The quality and range of papers presented as well as the feedback received from participants and other interested researchers from across the world prove that medical and scientific periodicals represent a thriving field of research. The organizers welcome further comment about the workshop and suggestions on how to continue this conversation in the course of the following years.

Conference Overview:

Panel One: Methods

Jonathan Topham (University of Leeds), 'Working with Medical Periodicals: Some Issues and Themes'.
Elizabeth Toon (CHSTM, University of Manchester), ‘Text-mining the British Medical Journal: Challenges and opportunities’.
Lesley Steinitz (University of Cambridge), ‘Making Meat without Animals: Knowledge Transmission through Scientific and Popular Publications’.
Virginia Berridge and Alex Mold (Centre for History in Public Health, LSHTM), ‘Using digitised medical journals in a cross-European project on addiction history’.

Panel Two: The Periodical and its Audiences I

Malin Gregersen (University of Bergen), 'Medical Missions and Missionary Writing: Health and Medicine in 19th Century Scandinavian Missionary Journals'.
James Mussell (University of Leeds), 'Telling Tales about Secret Remedies: The Case of Chlorodyne'.
Beatriz Pichel (De Montfort University), ‘Reading photography in French nineteenth-century periodicals’.
Ana Carneiro, Isabel Amaral, and Teresa Salomé Mota (New University of Lisbon), ‘Shaping Doctors and Society: The Portuguese medical press (1880-1926)’.

Poster Presentations:

Ann Hale (University of Greenwich)
Bernhard Leitner (University of Vienna)

Panel Three: Women in Medical and Health Periodicals

Samiksha Sehrawat (Newcastle University), 'Mercy and Truth: Philanthropy, iconography and institutions in the Church Missionary Society's medical missionary periodical'.
Alison Moulds (University of Oxford), ‘‘The medical-women question’ and the multi-vocality of nineteenth-century medical journals’.
Michelle DenBeste (California State University), ‘Using Russian medical periodicals to gain access to the work of nineteenth-century Russian women’.
Hilary Marland (University of Warwick), ‘Debating girls’ health in periodical literature in late nineteenth-century Britain’.

Panel Four: Libraries and the Medical Periodical

Thalia Knight (Royal College of Surgeons), 'The topography of nineteenth-century medical periodicals bibliography: its impact on managing, and providing access to, historical medical periodicals'.
Damian Nicolaou (Wellcome Library), 'Digitising the Chemist and Druggist'.
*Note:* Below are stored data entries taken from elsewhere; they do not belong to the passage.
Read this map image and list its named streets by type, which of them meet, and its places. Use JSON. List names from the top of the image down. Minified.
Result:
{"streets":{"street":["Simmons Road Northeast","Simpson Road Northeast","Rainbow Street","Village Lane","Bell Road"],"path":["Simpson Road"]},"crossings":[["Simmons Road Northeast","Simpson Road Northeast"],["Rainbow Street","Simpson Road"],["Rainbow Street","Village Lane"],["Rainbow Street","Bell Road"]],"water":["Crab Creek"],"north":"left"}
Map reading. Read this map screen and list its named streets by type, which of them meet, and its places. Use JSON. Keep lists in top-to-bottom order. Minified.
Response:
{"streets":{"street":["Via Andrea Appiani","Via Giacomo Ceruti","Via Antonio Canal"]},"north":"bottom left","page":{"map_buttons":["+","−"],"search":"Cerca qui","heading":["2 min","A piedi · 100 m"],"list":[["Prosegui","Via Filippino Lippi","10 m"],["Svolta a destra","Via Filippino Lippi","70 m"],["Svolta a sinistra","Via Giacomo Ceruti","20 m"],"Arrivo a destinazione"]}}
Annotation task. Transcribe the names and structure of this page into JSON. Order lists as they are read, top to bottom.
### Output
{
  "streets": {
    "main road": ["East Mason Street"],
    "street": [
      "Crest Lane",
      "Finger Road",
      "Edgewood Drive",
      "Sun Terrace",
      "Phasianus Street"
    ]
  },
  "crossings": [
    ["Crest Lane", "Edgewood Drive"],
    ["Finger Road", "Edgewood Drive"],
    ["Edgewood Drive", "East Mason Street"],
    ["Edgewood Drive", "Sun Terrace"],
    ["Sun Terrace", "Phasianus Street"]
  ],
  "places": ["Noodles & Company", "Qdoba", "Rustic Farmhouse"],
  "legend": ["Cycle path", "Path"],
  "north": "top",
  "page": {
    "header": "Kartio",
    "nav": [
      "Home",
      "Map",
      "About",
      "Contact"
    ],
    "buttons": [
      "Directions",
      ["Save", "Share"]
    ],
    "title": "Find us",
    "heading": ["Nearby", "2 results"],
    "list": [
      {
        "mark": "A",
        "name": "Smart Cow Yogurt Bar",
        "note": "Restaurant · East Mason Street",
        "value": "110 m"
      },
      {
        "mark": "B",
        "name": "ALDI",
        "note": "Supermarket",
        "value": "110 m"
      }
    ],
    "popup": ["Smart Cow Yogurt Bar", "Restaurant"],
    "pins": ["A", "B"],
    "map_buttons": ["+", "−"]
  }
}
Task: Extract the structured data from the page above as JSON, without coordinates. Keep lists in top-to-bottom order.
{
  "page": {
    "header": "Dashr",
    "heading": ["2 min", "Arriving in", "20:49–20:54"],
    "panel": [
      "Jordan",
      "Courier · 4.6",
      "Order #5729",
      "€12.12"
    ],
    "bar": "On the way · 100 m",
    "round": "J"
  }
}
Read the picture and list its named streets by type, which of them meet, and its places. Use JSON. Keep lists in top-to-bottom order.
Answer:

Panel Five: The Periodical and its Audiences II

Michael Brown (University of Roehampton), 'The Lancet and the radical press in early nineteenth-century England'.
Angharad Fletcher (University of Hong Kong/King’s College London), ‘Colonial careering: The British Journal of Nursing and the influences of empire’.
Anne Hardy (Centre for History in Public Health, LSHTM), ‘The world of The Medical Officer'.
Sarah Bull (University of Cambridge), ‘Working with medical periodicals while investigating medical publishers, obscenity law, and the business of sexual knowledge in Victorian Britain’.